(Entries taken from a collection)
· · · · · · ·
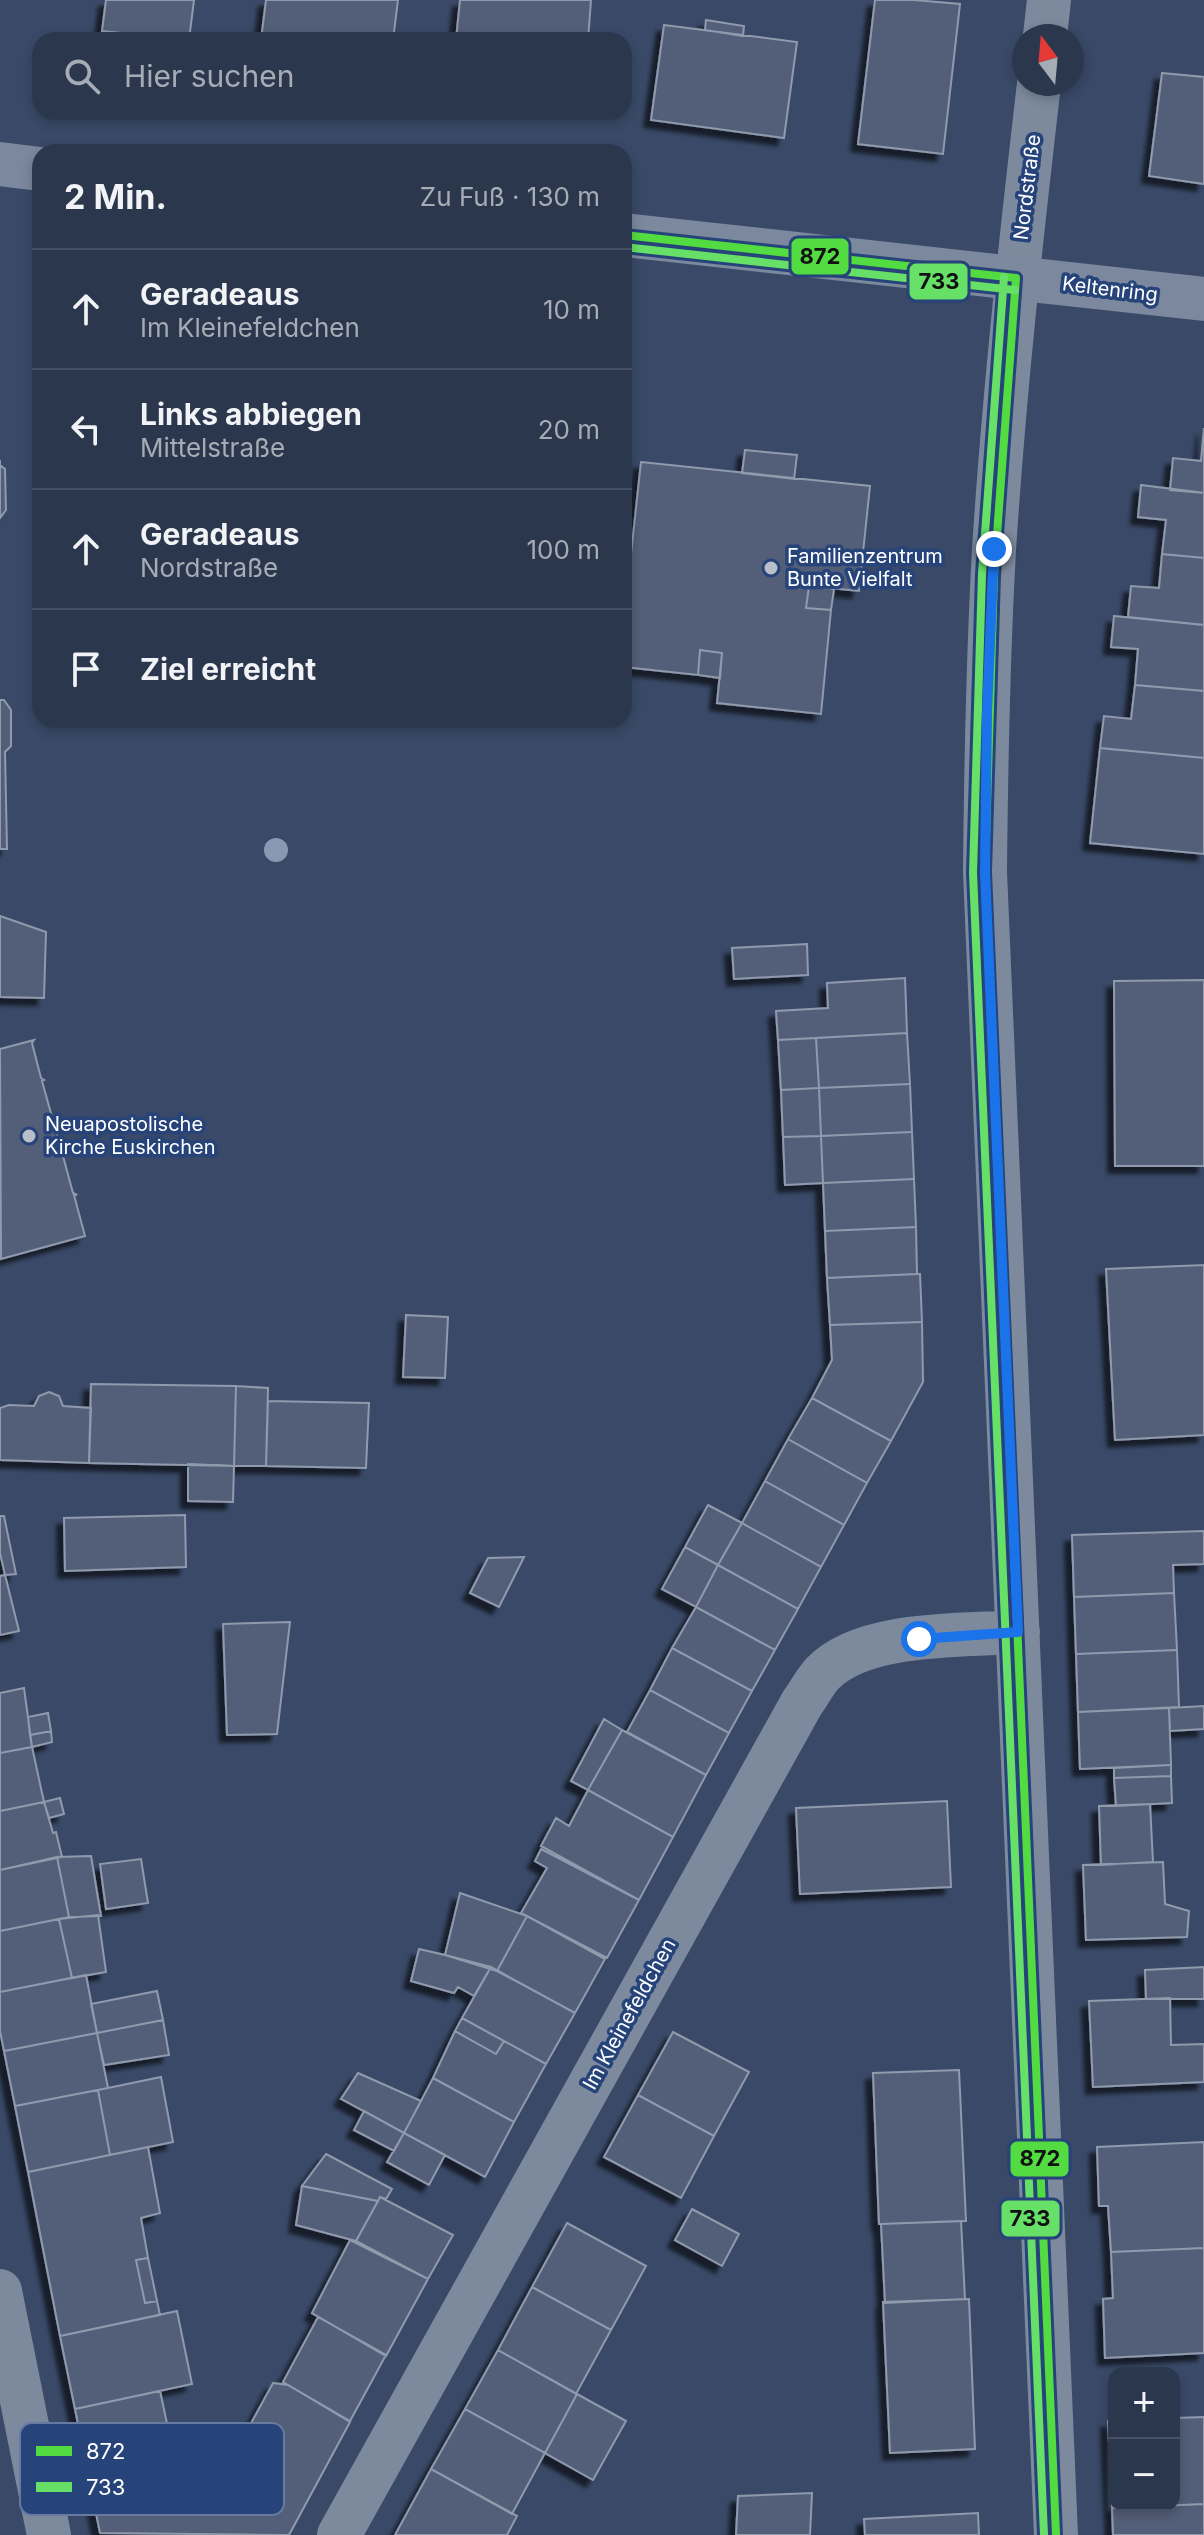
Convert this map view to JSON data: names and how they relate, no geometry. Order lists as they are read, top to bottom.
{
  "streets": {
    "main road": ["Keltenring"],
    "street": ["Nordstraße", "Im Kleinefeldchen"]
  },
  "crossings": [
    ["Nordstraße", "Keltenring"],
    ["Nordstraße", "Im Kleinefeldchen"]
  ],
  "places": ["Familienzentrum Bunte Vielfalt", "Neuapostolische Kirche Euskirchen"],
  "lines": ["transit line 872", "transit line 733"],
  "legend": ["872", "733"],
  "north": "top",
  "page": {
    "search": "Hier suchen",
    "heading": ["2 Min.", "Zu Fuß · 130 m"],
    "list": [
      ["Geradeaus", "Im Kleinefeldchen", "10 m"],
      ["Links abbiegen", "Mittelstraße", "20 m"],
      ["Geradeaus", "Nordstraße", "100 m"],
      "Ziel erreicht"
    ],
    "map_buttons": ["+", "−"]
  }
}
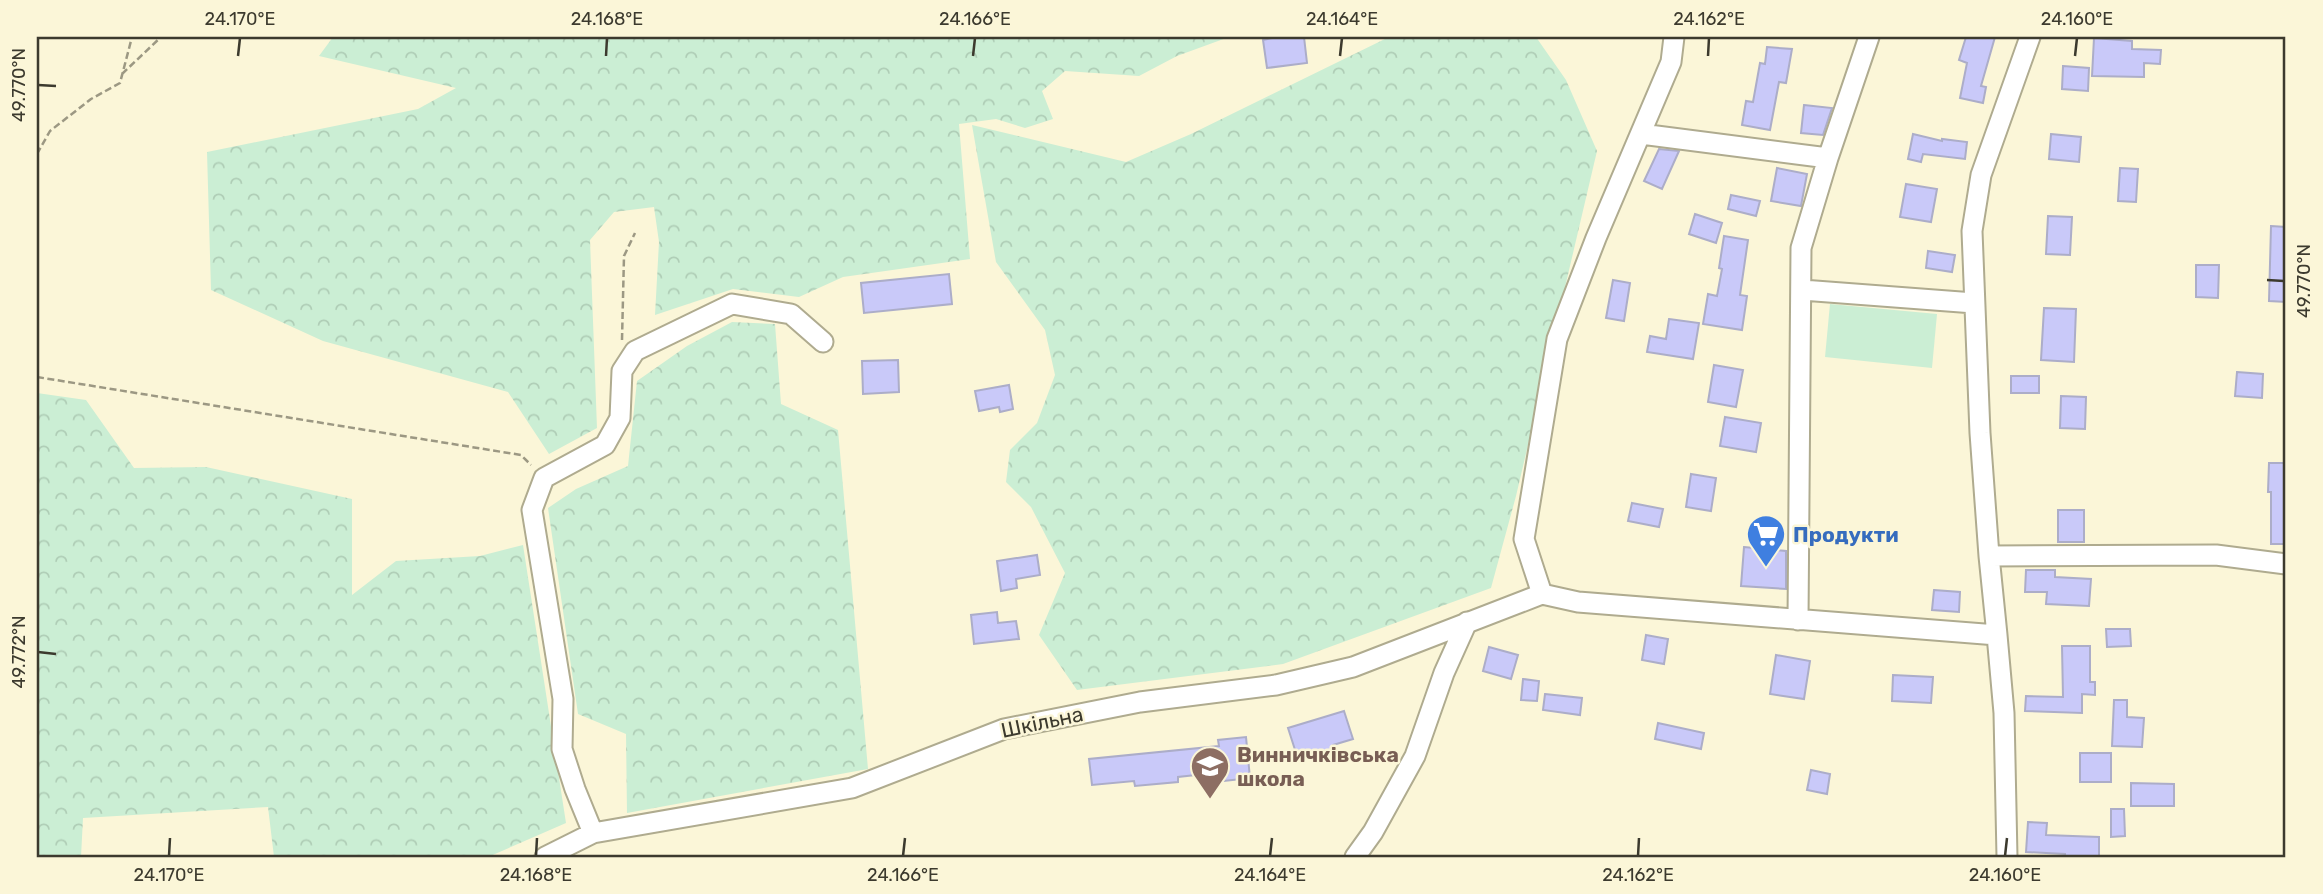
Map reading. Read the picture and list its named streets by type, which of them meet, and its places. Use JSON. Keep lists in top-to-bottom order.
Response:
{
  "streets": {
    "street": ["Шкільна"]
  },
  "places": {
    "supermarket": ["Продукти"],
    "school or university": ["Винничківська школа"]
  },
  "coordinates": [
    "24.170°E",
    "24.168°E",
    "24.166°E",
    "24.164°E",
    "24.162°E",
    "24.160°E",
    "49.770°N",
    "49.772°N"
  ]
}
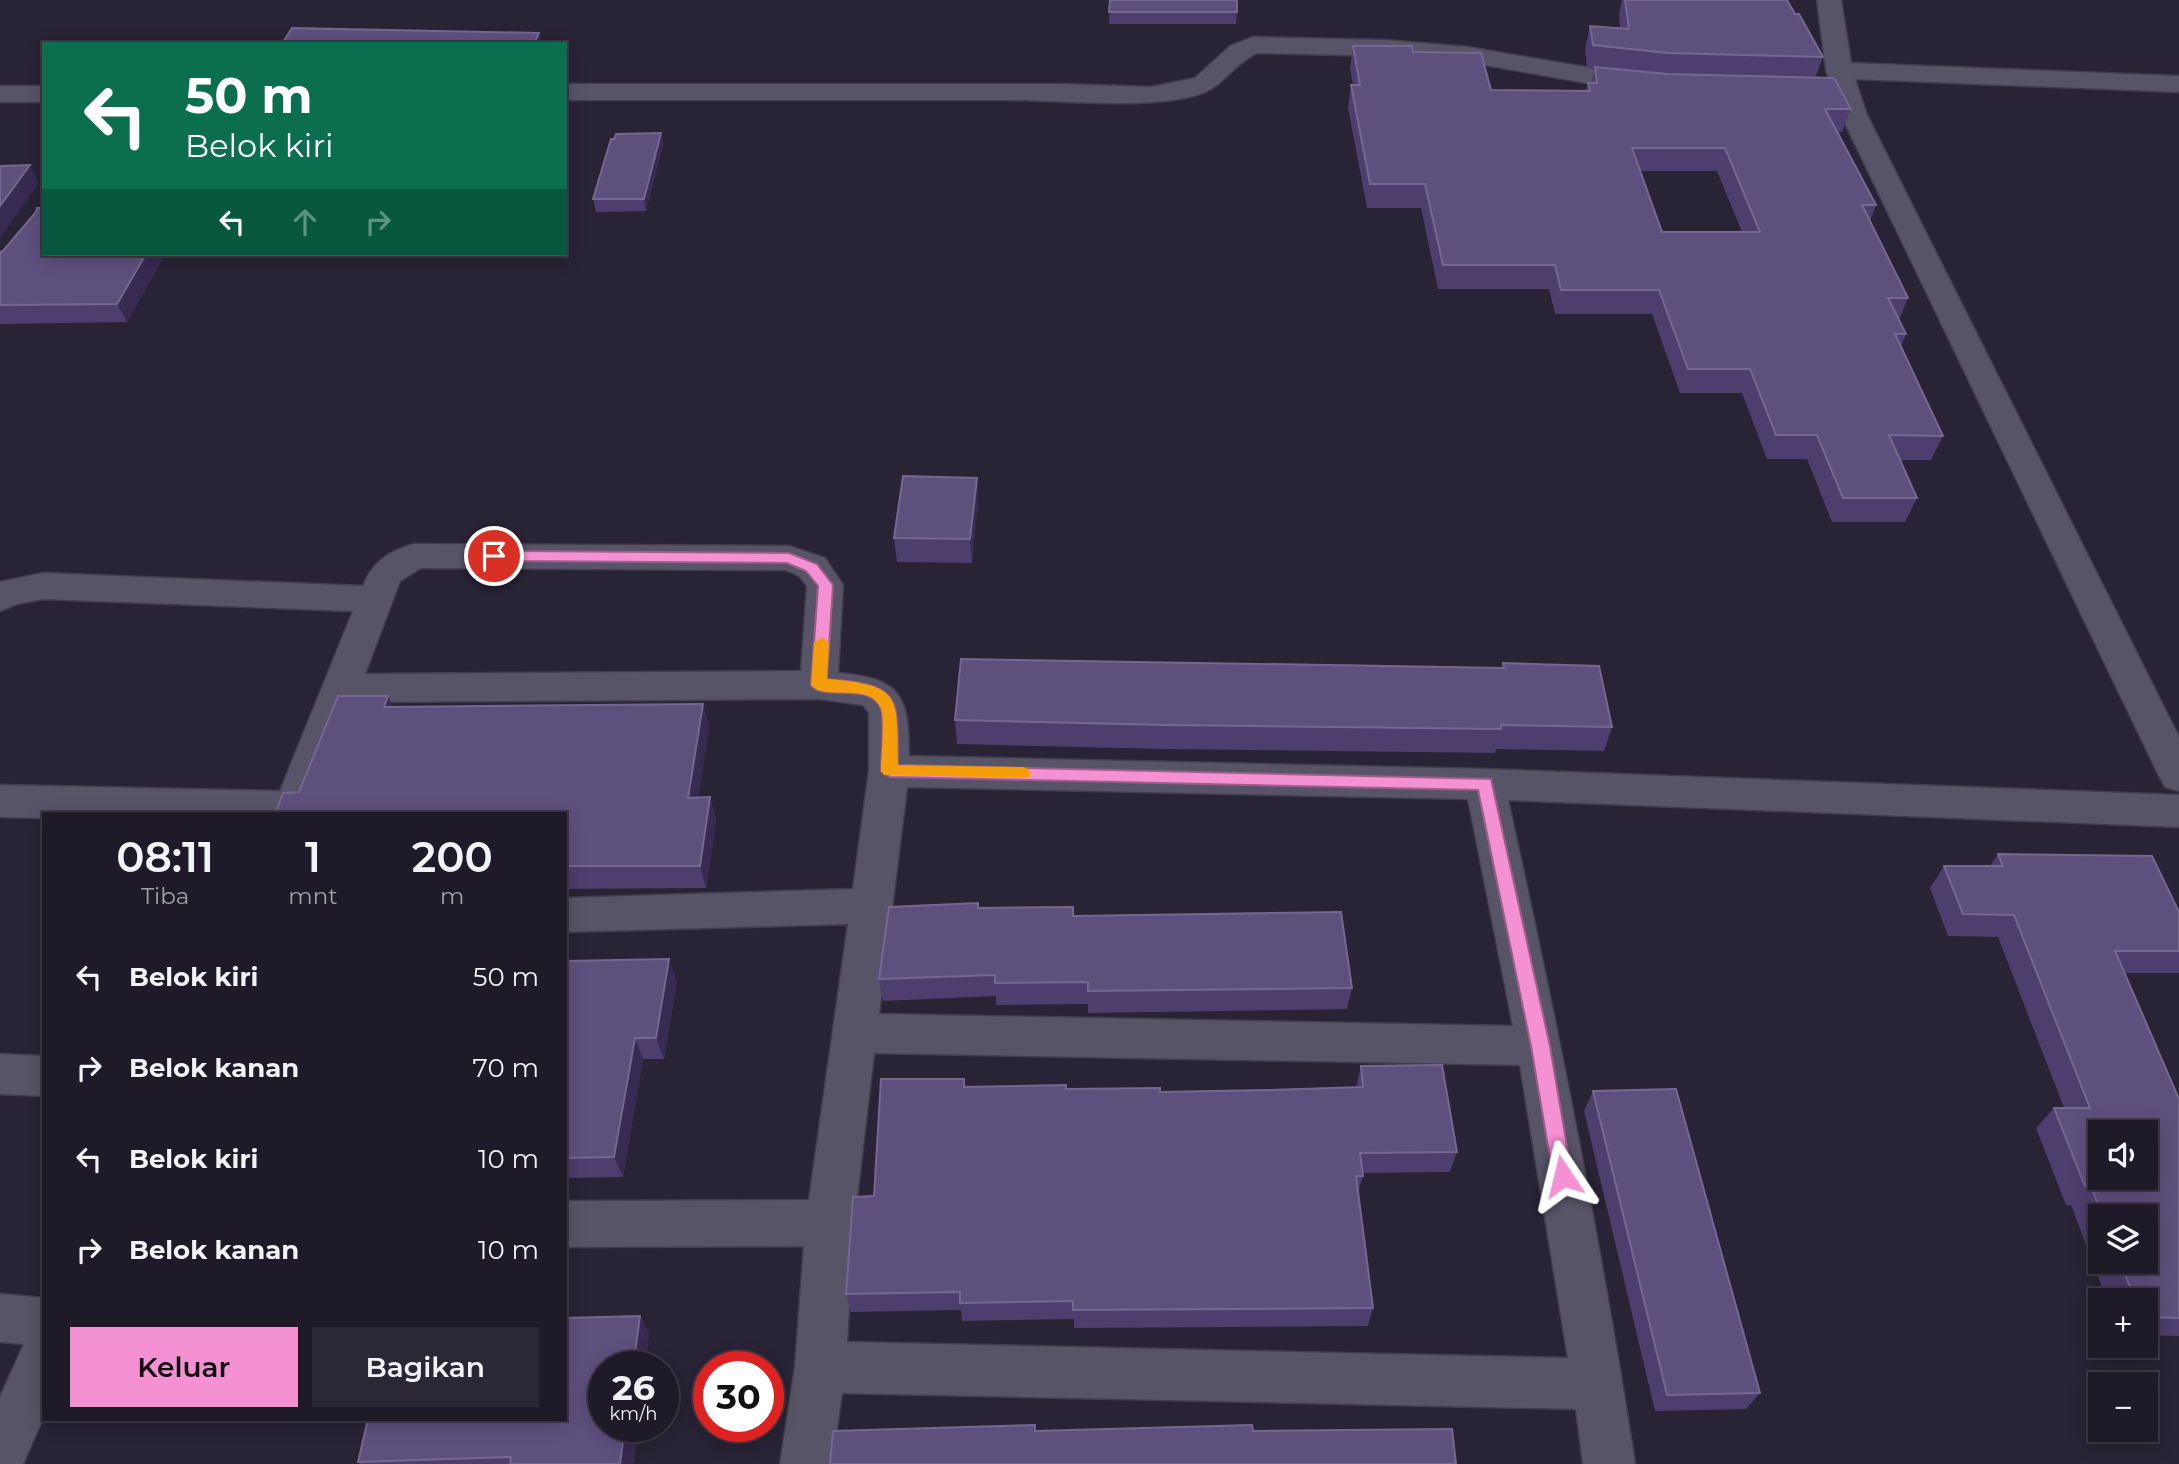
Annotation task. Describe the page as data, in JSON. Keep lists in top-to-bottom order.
· · · · · · ·
WORK REQUIRED: All of the data must be set down exactly, with no pictures included.

ANSWER AREA:
Convert this map view to JSON data: names and how they relate, no geometry. Order lists as they are read, top to bottom.
{
  "streets": {
    "main road": ["Keltenring"],
    "street": ["Nordstraße", "Im Kleinefeldchen"]
  },
  "crossings": [
    ["Nordstraße", "Keltenring"],
    ["Nordstraße", "Im Kleinefeldchen"]
  ],
  "places": ["Familienzentrum Bunte Vielfalt", "Neuapostolische Kirche Euskirchen"],
  "lines": ["transit line 872", "transit line 733"],
  "legend": ["872", "733"],
  "north": "top",
  "page": {
    "search": "Hier suchen",
    "heading": ["2 Min.", "Zu Fuß · 130 m"],
    "list": [
      ["Geradeaus", "Im Kleinefeldchen", "10 m"],
      ["Links abbiegen", "Mittelstraße", "20 m"],
      ["Geradeaus", "Nordstraße", "100 m"],
      "Ziel erreicht"
    ],
    "map_buttons": ["+", "−"]
  }
}
Map reading. Read the picture and list its named streets by type, which of them meet, and its places. Use JSON. Keep lists in top-to-bottom order.
Response:
{
  "streets": {
    "street": ["Шкільна"]
  },
  "places": {
    "supermarket": ["Продукти"],
    "school or university": ["Винничківська школа"]
  },
  "coordinates": [
    "24.170°E",
    "24.168°E",
    "24.166°E",
    "24.164°E",
    "24.162°E",
    "24.160°E",
    "49.770°N",
    "49.772°N"
  ]
}
Annotation task. Describe the page as data, in JSON. Keep lists in top-to-bottom order.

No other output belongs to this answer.